Significativo l’intervento dell’Onorevole Gianni Tonelli della Lega, già segretario nazionale del SAP (Sindacato Autonomo di Polizia) e protagonista nel 2016 dello sciopero della fame davanti al Parlamento italiano per chiedere proprio più sicurezza per le forze dell’ordine:  “Solo lo scorso anno, sono stati 6.000 gli episodi di aggressione denunciati dagli agenti della Polizia di Stato e non è un caso che nel 1992 venivano stanziati 90 milioni per gli equipaggiamenti della Polizia mentre con il Governo Renzi solo 15,6 milioni. I giubbotti antiproiettile di cui è dotata la Polizia, per esempio, non reggono nemmeno gli AK47, li trapassano come il burro. Non sono adeguati. È una scelta di campo netta: o stai con la brava gente, con i poliziotti, o stai dalla parte dei mascalzoni. Qui in Toscana invece spesso le forze dell’ordine sono viste ideologicamente come ‘il braccio armato’, il nemico. Allora io sono qui per sostenere la proposta di Alberti del fondo regionale, che possa provvedere anche alle spese sanitarie, non  solo al primo soccorso. C’è un agente che si è dovuto pagare 64 interventi ricostruttivi dopo essere stato ferito in servizio, tutti a sue spese. E sottolineo anche l’importanza del gratuito patrocinio legale: ci sono cause che vanno avanti per anni. Non si può aspettare il terzo grado di giudizio per avere il rimborso, si mettono in ginocchio le famiglie. Questa proposta non è una polemica né una rivendicazione di fondi: è una proposta per la gente, perché mette in condizioni le forze dell’ordine di lavorare, e lavorano per tutti”.
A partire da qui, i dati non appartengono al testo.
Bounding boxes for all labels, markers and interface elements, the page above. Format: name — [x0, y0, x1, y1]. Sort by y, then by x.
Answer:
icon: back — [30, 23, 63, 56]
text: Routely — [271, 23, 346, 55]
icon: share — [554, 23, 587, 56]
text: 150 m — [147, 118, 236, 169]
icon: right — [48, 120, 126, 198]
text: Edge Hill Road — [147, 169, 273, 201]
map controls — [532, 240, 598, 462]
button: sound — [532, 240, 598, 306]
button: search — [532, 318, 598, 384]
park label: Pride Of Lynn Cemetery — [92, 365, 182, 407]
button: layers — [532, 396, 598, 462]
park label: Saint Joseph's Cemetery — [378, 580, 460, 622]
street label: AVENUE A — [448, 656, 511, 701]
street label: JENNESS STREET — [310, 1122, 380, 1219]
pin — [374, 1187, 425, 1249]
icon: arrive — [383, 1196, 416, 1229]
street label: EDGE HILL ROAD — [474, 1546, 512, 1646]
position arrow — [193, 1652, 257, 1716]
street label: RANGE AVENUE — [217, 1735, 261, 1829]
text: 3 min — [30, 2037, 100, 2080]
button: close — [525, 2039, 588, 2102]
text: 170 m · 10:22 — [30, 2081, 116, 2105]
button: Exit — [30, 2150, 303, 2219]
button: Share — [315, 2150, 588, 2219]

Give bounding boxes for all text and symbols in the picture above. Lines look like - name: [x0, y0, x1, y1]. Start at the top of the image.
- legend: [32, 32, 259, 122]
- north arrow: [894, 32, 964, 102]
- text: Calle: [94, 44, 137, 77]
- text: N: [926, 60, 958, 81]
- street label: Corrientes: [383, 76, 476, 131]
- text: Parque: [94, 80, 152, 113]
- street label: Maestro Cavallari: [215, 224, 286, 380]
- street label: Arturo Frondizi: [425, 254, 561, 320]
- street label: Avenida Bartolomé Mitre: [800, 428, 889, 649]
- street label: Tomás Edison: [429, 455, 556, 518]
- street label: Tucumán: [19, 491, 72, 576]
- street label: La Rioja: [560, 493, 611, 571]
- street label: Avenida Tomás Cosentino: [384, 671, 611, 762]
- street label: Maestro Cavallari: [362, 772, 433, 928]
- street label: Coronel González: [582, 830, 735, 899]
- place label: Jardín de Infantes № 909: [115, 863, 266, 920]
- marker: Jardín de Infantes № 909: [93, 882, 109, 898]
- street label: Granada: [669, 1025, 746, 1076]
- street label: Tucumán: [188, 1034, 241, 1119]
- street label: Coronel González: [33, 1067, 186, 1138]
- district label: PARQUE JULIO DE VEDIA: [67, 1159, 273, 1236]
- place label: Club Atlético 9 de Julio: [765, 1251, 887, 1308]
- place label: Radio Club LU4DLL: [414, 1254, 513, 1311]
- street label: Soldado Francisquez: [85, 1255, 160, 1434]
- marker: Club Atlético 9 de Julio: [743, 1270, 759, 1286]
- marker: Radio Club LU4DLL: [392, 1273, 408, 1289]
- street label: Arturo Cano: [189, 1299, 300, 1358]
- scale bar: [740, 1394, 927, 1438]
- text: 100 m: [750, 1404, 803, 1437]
“Sono molto orgoglioso di questa proposta – dice il segretario provinciale del Sap, Massimo Bartoccini – che è frutto di un lavoro e un confronto che abbiamo portato avanti in questi mesi con Alberti sulla sicurezza a tutto campo. E l’amministrazione della Polizia di Stato purtroppo pecca nella fornitura delle dotazioni. Spero che la politica tutta accolga questa proposta, perché non riguarda solo la sicurezza degli agenti, ma la sicurezza di tutti, perché se noi siamo tranquilli nel fare il nostro lavoro, lo facciamo sicuramente meglio”.

Mi auguro caldamente che questa proposta mozione venga approvata perché di fronte a tali necessità non dovrebbero esistere “colori”.